Il decreto fa un preambolo: «L’uso medico cannabis non può essere considerato una terapia propriamente detta, bensì un trattamento sintomatico di supporto ai trattamenti standard quando questi ultimi non hanno prodotto gli effetti desiderati o hanno provocato effetti secondari non tollerabili o necessitano di incrementi posologici (cioè di quantità del farmaco, ndr che potrebbero determinare la comparsa di effetti collaterali)». Ed ecco in quali casi potrà essere impiegata la cannabis: come analgesico nella sclerosi multipla, lesioni del midollo spinale, dolore cronico (con particolare riferimento al dolore neurogeno); per contrastare gli effetti di nausea e vomito causati da chemioterapia, radioterapia, terapie per HIV; come stimolante dell’appetito nella cachessia, anoressia perdita dell’appetito in pazienti oncologici o affetti da AIDS e nell’anoressia nervosa; per diminuire la pressione nel glaucoma ; per ridurre i movimenti involontari del corpo e facciali nella sindrome di Tourette. Oltre a mettere in guardia sul rischio di dipendenza, inoltre, il decreto introduce un divieto di guidare e di svolgere «lavori che richiedano allerta amentale e coordinazione fisica» per almeno 24 ore dall’ultima somministrazione.

La Società Italiana Ricerca Cannabis (SIRCA) e l’Associazione Cannabis Terapeutica (ACT) – che hanno come obiettivi lo sviluppo e il progresso dello studio e della ricerca da un punto di vista scientifico didattico e assistenziale nelle conoscenze sugli usi medici della cannabis e dei cannabinoidi – hanno inviato una lettera di osservazioni sul decreto ai ministeri coinvolti nella sperimentazione e, tra gli altri, alla Federazione degli Ordini dei medici, sollevando una serie di criticità che secondo loro sarebbero «gravemente pregiudiziali all’avvio di una seria applicazione del progetto».

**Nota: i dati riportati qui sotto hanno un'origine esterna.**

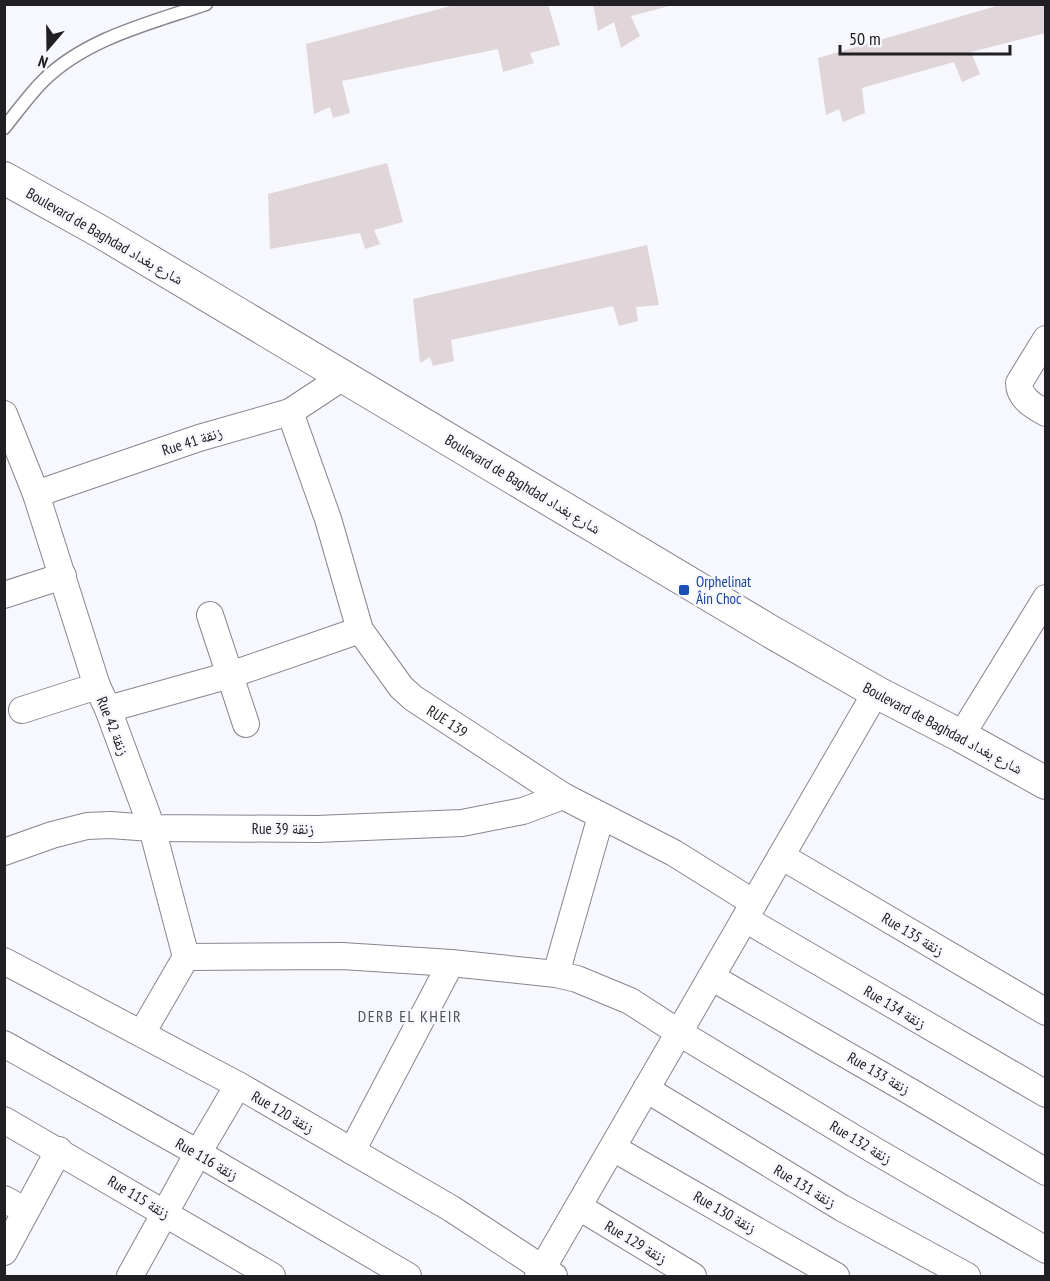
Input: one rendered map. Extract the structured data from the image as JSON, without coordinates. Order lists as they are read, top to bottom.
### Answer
{
  "streets": {
    "street": [
      "Boulevard de Baghdad شارع بغداد",
      "Rue 41 زنقة",
      "RUE 139",
      "Rue 42 زنقة",
      "Rue 39 زنقة",
      "Rue 135 زنقة",
      "Rue 134 زنقة",
      "Rue 133 زنقة",
      "Rue 120 زنقة",
      "Rue 132 زنقة",
      "Rue 116 زنقة",
      "Rue 131 زنقة",
      "Rue 115 زنقة",
      "Rue 130 زنقة",
      "Rue 129 زنقة"
    ]
  },
  "crossings": [
    ["Boulevard de Baghdad شارع بغداد", "Rue 41 زنقة"],
    ["Rue 41 زنقة", "RUE 139"],
    ["Rue 41 زنقة", "Rue 42 زنقة"],
    ["RUE 139", "Rue 39 زنقة"],
    ["RUE 139", "Rue 134 زنقة"],
    ["Rue 42 زنقة", "Rue 39 زنقة"],
    ["Rue 42 زنقة", "Rue 132 زنقة"]
  ],
  "districts": ["DERB EL KHEIR"],
  "places": {
    "transit": ["Orphelinat Âin Choc"]
  },
  "scale_bar": "50 m",
  "north": "bottom"
}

Le obiezioni riguardano i meccanismi con cui si stabilirà il quantitativo da produrre a livello nazionale, una volta esaurita la fase sperimentale (che rischierebbero di non corrispondere alla realtà e dunque di lasciare i pazienti scoperti); l’esclusione delle preparazioni galeniche definite «oli o soluzioni oleose» a vantaggio del decotto e dell’inalazione con aerosol (gli oli sono i più usati; l’estrazione in olio o alcool risulta la migliore, essendo i cannabinoidi liposolubili; è più semplice da usare per i pazienti che rispondono meglio in termini di “compliance”); gli oneri imposti alle farmacie galeniche per stabilire l’esatta quantità di principio attivo contenuto nel preparato (la cromatografia liquida o gassosa accoppiate alla spettrometria di massa, per le quali occorrono strumenti costosi e che rischierebbero quindi di pesare troppo sulle farmacie); gli impieghi della cannabis terapeutica, dal quale sono rimaste escluse patologie ammesse dagli Stati degli Usa che hanno promulgato leggi sulla cannabis medica, come Parkinson, Alzheimer, epilessia, Crohn, Sla (Sclerosi laterale amiotrofica) ed epatite C.

Infine le critiche riguardano il divieto di guidare e lavorare in certi casi per almeno 24 ore : «Tale divieto — è scritto nella lettera ai Ministeri — in pratica sarebbe punitivo per la maggioranza dei pazienti, che di fatto non potrebbero più guidare. Non ci risulta che per altri farmaci esista un tale divieto specifico, ma spetta al medico informare il paziente ed eventualmente fare divieto in certi casi. Nemmeno con la morfina è previsto una tale proibizione scritta nero su bianco».